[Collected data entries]
○ ○ ○
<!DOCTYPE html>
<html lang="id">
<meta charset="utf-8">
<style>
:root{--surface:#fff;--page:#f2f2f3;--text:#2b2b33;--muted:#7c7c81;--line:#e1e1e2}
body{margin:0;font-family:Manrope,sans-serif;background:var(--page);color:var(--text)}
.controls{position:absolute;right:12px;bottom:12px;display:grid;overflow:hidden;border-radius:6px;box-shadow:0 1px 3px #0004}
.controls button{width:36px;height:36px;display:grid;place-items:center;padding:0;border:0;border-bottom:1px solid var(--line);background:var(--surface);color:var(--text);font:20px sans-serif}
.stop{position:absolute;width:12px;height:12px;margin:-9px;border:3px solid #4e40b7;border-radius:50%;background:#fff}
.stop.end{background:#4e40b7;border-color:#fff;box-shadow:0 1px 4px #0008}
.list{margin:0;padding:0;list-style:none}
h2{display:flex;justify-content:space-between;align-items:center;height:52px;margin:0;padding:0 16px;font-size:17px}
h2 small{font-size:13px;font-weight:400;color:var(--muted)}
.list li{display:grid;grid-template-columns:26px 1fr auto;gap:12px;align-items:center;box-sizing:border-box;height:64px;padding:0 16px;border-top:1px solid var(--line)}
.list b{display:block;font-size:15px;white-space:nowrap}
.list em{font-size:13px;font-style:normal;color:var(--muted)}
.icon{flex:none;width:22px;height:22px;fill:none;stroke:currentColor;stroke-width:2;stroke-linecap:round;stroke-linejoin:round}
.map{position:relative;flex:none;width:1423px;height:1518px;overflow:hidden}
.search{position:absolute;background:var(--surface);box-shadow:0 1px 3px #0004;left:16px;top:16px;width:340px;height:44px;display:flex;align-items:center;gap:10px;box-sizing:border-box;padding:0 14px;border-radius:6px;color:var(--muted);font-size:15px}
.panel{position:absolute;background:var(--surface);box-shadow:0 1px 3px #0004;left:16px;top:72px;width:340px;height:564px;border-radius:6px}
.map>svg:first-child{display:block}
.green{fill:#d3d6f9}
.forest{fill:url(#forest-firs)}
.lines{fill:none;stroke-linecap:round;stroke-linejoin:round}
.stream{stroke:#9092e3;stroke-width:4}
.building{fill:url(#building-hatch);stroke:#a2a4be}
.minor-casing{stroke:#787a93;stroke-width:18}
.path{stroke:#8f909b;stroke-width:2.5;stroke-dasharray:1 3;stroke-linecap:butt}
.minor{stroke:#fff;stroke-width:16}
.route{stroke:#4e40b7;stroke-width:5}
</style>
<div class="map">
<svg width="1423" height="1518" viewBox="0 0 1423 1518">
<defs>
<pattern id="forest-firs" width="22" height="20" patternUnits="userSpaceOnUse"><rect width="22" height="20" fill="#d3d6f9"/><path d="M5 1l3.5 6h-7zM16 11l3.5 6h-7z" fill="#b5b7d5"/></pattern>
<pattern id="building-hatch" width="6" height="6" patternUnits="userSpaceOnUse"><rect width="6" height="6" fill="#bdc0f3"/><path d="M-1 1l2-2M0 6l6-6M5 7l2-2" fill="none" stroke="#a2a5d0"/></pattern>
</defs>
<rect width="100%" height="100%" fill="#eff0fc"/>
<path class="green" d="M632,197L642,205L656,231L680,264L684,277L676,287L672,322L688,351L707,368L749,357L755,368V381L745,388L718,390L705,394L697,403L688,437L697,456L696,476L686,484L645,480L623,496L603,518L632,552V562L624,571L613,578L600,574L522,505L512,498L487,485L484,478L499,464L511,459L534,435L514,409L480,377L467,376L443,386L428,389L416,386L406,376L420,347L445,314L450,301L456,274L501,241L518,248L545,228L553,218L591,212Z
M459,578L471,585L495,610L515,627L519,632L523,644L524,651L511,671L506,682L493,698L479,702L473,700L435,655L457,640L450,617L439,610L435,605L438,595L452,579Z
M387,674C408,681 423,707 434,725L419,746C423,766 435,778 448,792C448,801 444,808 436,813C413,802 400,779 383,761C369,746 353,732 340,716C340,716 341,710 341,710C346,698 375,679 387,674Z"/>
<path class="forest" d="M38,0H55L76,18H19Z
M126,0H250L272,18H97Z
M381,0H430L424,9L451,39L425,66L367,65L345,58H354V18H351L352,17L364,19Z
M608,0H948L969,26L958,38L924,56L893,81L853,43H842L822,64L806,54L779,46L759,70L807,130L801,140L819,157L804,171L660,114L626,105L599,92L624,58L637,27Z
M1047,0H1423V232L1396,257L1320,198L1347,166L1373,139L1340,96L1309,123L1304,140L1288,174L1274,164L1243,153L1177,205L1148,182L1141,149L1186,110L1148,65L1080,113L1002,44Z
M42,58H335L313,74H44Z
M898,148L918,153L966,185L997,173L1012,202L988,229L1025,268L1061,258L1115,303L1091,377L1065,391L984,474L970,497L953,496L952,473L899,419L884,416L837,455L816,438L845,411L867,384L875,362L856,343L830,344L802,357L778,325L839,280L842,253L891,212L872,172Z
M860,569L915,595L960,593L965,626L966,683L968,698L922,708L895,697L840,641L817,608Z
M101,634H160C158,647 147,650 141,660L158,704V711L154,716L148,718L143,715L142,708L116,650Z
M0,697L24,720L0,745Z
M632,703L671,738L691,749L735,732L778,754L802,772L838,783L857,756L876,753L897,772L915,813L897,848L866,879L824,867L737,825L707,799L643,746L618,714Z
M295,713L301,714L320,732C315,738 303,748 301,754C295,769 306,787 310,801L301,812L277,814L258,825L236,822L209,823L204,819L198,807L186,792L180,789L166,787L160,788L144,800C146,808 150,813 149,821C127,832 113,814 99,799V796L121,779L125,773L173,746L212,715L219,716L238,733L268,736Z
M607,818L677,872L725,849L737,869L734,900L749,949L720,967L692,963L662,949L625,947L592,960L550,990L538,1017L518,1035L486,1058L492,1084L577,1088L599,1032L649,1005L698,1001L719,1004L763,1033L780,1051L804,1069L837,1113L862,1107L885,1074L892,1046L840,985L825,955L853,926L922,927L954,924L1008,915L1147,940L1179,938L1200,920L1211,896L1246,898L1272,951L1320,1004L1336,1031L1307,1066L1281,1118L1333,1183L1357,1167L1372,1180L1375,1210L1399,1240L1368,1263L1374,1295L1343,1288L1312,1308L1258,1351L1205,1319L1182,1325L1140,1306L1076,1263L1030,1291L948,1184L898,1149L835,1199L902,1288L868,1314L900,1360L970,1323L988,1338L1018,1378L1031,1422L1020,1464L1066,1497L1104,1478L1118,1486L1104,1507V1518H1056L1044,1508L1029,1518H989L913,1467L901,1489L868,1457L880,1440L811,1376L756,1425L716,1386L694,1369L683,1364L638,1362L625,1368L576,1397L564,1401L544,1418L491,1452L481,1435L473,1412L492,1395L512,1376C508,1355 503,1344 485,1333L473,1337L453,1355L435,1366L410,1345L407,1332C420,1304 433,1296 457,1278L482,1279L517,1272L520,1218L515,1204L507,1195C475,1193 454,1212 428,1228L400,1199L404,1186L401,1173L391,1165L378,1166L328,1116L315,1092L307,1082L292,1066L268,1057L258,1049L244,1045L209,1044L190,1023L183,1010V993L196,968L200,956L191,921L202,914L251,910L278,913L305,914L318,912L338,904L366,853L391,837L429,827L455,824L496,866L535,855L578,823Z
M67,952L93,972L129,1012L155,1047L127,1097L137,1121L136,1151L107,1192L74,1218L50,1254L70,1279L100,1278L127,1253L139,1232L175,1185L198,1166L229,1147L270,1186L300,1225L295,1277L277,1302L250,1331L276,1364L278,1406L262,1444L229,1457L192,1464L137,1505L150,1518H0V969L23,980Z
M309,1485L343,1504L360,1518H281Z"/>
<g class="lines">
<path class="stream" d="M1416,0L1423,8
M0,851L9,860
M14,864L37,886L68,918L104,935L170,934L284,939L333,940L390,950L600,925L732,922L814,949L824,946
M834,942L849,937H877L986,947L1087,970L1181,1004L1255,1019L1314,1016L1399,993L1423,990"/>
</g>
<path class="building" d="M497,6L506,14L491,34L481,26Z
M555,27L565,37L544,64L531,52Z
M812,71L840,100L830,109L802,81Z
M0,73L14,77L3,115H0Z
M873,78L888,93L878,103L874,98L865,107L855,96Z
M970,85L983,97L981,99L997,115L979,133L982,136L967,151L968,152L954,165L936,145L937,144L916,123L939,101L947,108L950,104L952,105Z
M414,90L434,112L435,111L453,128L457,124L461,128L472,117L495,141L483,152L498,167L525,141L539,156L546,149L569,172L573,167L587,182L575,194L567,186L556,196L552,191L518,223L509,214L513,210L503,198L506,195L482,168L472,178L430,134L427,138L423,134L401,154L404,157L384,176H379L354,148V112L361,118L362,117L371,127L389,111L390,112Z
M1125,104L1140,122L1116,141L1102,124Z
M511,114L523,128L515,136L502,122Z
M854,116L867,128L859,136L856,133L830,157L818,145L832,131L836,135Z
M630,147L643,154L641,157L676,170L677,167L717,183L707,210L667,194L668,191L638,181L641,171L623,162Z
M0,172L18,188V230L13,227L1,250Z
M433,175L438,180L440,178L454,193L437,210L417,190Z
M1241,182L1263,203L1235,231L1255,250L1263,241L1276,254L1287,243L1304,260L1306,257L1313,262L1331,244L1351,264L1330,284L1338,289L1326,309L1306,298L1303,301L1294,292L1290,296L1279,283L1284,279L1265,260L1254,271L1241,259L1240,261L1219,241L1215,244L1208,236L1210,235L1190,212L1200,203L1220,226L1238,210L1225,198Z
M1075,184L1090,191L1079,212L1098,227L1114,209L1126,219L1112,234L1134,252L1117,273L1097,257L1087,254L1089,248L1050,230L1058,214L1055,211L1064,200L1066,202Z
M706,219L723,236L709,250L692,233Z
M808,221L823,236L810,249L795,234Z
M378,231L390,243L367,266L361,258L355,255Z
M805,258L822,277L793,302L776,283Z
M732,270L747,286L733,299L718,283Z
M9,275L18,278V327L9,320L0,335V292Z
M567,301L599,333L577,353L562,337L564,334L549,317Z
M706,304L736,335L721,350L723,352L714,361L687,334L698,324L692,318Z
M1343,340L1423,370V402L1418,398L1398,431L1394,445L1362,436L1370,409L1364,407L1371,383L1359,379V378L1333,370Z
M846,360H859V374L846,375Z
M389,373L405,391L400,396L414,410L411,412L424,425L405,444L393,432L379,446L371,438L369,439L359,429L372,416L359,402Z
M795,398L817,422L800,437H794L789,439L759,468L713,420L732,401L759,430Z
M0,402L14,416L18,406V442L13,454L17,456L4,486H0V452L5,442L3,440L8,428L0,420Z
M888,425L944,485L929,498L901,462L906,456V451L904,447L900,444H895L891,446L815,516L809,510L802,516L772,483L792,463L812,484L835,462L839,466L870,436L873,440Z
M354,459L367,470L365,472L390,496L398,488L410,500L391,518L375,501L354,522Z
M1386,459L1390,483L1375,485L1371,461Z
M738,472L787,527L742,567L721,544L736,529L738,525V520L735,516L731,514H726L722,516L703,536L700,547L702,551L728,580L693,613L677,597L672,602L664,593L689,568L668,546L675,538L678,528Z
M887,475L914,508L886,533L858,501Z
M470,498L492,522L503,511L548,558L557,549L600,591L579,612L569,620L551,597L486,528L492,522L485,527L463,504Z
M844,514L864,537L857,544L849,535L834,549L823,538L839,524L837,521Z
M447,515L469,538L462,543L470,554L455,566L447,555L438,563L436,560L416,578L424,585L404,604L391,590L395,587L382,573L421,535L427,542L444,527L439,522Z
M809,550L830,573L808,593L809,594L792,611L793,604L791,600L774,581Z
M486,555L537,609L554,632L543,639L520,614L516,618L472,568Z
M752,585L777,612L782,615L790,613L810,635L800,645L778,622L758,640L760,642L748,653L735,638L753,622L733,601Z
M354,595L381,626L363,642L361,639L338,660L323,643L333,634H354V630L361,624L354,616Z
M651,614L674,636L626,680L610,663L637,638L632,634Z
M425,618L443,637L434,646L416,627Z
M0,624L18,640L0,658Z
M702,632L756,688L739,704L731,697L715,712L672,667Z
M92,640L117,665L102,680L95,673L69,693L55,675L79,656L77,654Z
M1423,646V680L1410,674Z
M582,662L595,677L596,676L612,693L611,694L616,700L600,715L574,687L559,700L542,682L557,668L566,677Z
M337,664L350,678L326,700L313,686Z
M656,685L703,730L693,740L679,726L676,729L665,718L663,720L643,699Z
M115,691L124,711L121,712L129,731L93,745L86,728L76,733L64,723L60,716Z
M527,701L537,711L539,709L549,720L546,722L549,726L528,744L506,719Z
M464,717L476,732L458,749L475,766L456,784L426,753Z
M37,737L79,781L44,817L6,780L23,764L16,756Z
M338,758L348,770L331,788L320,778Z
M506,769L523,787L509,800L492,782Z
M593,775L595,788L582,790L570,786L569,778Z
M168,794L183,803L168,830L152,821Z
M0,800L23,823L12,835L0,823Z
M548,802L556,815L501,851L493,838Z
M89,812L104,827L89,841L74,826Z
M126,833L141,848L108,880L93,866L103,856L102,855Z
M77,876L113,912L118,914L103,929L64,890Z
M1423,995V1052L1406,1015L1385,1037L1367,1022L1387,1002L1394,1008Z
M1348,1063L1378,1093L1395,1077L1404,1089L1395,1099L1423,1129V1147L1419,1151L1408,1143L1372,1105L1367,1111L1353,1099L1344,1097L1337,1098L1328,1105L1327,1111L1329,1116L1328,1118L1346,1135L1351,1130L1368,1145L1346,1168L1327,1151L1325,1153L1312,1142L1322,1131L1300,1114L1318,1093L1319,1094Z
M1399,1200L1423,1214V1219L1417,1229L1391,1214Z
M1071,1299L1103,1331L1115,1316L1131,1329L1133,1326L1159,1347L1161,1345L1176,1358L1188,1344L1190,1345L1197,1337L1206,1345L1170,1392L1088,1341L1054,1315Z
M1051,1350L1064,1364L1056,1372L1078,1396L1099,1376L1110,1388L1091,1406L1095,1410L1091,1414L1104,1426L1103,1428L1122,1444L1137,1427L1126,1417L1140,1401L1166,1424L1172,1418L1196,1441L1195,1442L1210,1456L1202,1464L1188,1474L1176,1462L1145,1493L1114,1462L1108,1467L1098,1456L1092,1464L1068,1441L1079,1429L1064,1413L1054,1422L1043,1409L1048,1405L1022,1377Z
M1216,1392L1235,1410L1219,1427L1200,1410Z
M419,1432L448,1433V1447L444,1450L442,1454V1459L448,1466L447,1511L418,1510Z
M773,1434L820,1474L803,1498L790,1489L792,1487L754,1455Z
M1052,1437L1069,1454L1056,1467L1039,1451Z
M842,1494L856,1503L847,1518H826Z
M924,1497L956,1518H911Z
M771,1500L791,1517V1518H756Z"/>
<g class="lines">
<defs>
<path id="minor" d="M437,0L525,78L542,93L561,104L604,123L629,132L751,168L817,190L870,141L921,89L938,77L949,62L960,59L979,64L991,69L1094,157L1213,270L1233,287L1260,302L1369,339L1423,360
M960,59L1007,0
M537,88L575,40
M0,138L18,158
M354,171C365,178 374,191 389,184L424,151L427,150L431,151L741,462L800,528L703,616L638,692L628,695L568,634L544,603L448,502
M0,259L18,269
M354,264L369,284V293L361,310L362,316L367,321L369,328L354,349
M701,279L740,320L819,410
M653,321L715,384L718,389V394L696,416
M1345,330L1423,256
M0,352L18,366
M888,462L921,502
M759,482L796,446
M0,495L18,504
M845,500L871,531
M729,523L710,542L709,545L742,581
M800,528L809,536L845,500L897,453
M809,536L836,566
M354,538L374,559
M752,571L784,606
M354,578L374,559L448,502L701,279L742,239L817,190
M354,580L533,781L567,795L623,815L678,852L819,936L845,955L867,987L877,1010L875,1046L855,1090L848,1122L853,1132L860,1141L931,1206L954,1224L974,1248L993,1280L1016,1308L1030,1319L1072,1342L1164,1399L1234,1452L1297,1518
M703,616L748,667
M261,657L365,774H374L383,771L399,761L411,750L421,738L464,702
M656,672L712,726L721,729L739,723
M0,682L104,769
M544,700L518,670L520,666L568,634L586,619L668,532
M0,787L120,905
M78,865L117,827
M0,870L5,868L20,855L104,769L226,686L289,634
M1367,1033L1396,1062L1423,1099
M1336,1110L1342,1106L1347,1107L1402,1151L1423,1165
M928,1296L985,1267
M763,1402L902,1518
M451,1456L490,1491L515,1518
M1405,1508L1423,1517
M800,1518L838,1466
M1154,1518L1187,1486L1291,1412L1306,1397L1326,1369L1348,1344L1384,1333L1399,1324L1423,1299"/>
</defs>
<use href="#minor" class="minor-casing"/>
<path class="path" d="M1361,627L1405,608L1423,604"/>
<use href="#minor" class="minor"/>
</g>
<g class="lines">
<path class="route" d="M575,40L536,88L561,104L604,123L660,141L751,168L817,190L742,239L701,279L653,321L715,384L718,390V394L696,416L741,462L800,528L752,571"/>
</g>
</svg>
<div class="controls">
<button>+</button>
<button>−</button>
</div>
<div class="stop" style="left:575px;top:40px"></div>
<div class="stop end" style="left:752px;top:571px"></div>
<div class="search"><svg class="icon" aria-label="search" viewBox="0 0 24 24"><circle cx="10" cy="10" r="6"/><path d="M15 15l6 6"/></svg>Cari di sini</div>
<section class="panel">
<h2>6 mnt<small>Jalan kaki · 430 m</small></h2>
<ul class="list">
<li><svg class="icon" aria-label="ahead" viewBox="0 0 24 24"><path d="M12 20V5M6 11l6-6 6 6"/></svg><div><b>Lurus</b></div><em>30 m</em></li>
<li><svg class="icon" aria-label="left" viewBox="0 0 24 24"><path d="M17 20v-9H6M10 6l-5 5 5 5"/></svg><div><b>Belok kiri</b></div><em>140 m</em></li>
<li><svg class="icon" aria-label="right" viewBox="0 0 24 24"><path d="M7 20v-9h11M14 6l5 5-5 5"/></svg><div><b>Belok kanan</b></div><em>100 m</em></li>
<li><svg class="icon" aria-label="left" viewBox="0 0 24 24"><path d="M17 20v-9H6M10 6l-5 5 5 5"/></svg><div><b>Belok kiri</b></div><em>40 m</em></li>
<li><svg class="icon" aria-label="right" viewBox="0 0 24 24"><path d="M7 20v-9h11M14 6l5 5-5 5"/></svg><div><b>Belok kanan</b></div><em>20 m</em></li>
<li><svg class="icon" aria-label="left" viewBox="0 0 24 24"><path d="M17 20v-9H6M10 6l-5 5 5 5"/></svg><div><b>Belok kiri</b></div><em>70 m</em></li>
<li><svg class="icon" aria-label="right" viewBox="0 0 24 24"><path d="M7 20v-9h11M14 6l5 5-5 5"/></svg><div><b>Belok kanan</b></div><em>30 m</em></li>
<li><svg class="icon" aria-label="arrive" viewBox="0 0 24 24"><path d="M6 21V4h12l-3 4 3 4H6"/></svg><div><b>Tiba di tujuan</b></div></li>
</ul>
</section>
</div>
○ ○ ○
- What this task involves -
Find every line of the data that includes the string "bottom". Copy each of those lines.

- Output -
.controls{position:absolute;right:12px;bottom:12px;display:grid;overflow:hidden;border-radius:6px;box-shadow:0 1px 3px #0004}
.controls button{width:36px;height:36px;display:grid;place-items:center;padding:0;border:0;border-bottom:1px solid var(--line);background:var(--surface);color:var(--text);font:20px sans-serif}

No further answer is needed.